■ Exercise instructions
Lines holding the string "function": copy each one from the listing below.
(Recorded data)
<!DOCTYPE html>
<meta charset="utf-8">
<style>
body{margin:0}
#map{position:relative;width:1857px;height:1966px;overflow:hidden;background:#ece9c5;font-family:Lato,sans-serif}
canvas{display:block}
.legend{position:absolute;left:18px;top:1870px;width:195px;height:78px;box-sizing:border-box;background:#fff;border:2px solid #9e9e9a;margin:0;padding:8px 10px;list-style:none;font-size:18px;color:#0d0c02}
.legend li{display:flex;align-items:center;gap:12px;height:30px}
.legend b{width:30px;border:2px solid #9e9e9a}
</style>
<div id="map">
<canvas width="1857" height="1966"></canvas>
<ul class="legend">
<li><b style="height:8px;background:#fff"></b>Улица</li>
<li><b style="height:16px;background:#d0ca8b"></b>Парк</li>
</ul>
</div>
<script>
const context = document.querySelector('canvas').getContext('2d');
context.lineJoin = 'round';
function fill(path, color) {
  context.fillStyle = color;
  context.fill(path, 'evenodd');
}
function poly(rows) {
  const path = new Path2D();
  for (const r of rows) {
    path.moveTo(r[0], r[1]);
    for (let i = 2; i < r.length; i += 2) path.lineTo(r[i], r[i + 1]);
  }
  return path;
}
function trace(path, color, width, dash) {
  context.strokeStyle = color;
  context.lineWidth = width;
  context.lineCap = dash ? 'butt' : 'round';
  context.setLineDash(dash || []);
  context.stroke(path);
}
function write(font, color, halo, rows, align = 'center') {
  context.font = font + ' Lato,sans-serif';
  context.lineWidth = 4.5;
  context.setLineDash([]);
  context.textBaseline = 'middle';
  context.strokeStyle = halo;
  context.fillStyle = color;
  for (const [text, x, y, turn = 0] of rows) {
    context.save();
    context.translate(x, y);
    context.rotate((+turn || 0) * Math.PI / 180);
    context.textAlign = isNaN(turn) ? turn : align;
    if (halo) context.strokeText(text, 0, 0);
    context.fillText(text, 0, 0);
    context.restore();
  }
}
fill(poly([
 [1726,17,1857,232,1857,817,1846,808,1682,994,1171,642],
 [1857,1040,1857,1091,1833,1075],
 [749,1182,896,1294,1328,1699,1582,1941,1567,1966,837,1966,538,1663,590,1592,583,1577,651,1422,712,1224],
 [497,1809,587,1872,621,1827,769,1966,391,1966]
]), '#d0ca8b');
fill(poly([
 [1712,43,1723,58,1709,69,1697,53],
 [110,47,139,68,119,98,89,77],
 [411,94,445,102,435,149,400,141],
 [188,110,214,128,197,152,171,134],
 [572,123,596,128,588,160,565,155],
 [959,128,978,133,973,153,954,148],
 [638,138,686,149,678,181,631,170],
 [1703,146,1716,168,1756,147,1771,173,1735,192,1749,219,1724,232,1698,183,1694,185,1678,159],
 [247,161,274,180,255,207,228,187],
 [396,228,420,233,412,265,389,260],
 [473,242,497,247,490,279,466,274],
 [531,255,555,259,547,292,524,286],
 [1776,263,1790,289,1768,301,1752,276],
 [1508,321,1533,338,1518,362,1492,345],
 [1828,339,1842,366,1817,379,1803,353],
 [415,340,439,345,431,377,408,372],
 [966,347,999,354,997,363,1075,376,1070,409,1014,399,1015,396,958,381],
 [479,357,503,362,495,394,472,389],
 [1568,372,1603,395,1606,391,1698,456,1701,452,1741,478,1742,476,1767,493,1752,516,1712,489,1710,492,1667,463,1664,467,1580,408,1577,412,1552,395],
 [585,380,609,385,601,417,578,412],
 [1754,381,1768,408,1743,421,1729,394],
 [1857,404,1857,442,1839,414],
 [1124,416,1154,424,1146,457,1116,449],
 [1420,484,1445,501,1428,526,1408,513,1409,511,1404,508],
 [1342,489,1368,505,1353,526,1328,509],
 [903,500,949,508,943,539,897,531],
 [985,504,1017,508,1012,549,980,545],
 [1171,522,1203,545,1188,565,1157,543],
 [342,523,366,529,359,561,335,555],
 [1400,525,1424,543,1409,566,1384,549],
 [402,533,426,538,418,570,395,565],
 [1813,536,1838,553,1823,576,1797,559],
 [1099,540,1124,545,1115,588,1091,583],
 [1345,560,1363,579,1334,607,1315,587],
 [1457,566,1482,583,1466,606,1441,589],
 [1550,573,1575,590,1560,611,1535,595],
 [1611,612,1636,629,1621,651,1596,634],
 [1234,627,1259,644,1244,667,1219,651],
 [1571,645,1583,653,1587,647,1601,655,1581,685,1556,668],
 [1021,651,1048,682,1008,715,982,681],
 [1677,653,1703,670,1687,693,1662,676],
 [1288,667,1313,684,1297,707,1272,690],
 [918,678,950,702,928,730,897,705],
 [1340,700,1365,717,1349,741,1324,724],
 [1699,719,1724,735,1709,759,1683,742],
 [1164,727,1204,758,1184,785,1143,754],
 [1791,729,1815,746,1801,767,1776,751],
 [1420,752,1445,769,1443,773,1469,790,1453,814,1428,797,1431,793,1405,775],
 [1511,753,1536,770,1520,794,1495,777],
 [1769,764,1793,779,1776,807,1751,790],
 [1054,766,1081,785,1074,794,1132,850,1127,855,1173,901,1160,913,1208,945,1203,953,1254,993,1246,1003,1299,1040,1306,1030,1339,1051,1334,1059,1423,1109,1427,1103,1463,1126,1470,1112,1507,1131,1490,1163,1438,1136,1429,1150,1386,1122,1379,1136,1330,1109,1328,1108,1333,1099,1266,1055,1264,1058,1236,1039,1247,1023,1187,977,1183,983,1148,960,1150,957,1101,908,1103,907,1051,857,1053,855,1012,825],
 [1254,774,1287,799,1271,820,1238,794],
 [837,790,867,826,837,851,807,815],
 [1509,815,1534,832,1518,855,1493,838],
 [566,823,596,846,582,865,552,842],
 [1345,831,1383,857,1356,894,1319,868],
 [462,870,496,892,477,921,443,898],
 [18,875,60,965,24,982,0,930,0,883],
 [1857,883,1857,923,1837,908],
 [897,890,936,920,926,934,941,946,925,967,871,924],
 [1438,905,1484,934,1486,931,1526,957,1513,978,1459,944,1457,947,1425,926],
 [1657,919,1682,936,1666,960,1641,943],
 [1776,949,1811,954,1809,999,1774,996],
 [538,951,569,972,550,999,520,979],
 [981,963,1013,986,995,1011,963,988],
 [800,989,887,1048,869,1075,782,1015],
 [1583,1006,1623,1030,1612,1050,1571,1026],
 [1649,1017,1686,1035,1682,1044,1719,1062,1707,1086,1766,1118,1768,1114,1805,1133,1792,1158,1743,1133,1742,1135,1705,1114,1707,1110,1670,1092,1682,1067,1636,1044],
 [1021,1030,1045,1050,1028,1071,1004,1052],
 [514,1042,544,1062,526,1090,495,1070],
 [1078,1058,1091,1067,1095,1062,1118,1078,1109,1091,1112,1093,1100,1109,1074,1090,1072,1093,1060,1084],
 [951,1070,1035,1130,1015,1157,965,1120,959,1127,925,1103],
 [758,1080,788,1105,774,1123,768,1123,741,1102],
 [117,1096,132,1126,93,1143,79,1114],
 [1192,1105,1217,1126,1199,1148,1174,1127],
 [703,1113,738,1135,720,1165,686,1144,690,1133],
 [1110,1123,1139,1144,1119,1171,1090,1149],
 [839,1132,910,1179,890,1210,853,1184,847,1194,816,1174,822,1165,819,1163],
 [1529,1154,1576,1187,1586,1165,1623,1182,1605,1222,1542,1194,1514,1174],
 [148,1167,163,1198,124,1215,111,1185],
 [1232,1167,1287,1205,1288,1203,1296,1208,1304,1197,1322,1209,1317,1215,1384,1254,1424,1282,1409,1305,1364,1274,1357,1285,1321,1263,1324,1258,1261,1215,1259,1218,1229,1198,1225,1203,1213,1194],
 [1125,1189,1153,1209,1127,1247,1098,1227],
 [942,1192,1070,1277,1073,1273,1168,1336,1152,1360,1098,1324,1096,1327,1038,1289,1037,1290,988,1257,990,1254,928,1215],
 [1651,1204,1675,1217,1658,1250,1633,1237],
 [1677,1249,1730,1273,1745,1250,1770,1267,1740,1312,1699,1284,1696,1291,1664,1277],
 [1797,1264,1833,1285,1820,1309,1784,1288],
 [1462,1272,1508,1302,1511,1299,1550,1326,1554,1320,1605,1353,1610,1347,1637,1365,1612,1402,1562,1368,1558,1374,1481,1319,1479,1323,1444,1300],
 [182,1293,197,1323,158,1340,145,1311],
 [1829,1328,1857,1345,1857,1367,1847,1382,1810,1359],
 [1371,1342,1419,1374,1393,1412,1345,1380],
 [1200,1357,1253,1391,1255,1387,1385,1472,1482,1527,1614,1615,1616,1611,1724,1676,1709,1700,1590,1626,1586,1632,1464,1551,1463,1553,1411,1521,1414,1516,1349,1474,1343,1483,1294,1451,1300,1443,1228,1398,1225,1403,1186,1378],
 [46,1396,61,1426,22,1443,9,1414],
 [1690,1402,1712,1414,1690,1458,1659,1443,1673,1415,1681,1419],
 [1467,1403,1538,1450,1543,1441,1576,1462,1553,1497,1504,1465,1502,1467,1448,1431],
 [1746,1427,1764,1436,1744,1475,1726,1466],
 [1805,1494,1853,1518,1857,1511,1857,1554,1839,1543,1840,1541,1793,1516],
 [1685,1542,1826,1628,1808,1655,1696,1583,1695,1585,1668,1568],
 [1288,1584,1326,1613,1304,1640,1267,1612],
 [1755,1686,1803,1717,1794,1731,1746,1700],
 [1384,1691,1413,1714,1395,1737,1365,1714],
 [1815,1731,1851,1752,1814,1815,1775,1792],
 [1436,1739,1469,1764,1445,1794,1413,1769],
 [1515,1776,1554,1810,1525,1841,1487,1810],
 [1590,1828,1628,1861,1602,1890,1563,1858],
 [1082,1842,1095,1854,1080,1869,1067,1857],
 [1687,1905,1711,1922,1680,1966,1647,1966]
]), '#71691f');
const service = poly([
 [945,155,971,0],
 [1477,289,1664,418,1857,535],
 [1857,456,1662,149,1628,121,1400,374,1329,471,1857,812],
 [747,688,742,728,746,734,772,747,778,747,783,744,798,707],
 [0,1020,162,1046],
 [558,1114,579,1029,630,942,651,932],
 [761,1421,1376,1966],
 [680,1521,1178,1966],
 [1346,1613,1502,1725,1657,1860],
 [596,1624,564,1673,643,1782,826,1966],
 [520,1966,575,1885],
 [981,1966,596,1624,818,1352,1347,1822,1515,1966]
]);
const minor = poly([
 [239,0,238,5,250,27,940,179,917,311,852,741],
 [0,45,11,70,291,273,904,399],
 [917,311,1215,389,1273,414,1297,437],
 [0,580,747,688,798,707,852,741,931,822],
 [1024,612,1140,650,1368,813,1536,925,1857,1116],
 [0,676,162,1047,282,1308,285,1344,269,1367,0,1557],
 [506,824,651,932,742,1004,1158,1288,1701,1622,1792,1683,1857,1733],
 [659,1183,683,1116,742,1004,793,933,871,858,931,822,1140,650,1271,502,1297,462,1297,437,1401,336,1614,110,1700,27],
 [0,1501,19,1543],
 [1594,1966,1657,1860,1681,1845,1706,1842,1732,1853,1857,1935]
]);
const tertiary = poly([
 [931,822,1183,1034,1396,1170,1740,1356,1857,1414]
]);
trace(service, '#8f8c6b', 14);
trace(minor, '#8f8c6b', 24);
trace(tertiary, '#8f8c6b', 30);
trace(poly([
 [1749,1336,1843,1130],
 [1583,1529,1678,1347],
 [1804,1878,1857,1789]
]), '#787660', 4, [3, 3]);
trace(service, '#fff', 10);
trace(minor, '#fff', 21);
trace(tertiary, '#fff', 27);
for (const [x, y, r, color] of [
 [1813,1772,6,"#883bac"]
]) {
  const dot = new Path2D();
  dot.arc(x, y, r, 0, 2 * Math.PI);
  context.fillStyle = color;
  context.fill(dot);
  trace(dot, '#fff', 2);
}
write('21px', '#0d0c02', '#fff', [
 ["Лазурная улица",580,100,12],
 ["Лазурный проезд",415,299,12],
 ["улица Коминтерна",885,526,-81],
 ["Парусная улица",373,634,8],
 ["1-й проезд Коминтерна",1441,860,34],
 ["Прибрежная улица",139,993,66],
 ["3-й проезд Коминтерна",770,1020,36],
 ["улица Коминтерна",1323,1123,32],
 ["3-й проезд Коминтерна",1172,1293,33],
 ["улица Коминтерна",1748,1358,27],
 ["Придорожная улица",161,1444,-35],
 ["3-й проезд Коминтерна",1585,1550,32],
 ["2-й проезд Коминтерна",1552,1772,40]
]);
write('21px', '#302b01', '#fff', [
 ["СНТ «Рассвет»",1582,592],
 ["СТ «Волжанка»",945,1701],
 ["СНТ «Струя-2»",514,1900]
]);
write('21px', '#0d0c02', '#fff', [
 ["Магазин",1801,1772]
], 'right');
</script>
(End Recorded data)
■ Task result
function fill(path, color) {
function poly(rows) {
function trace(path, color, width, dash) {
function write(font, color, halo, rows, align = 'center') {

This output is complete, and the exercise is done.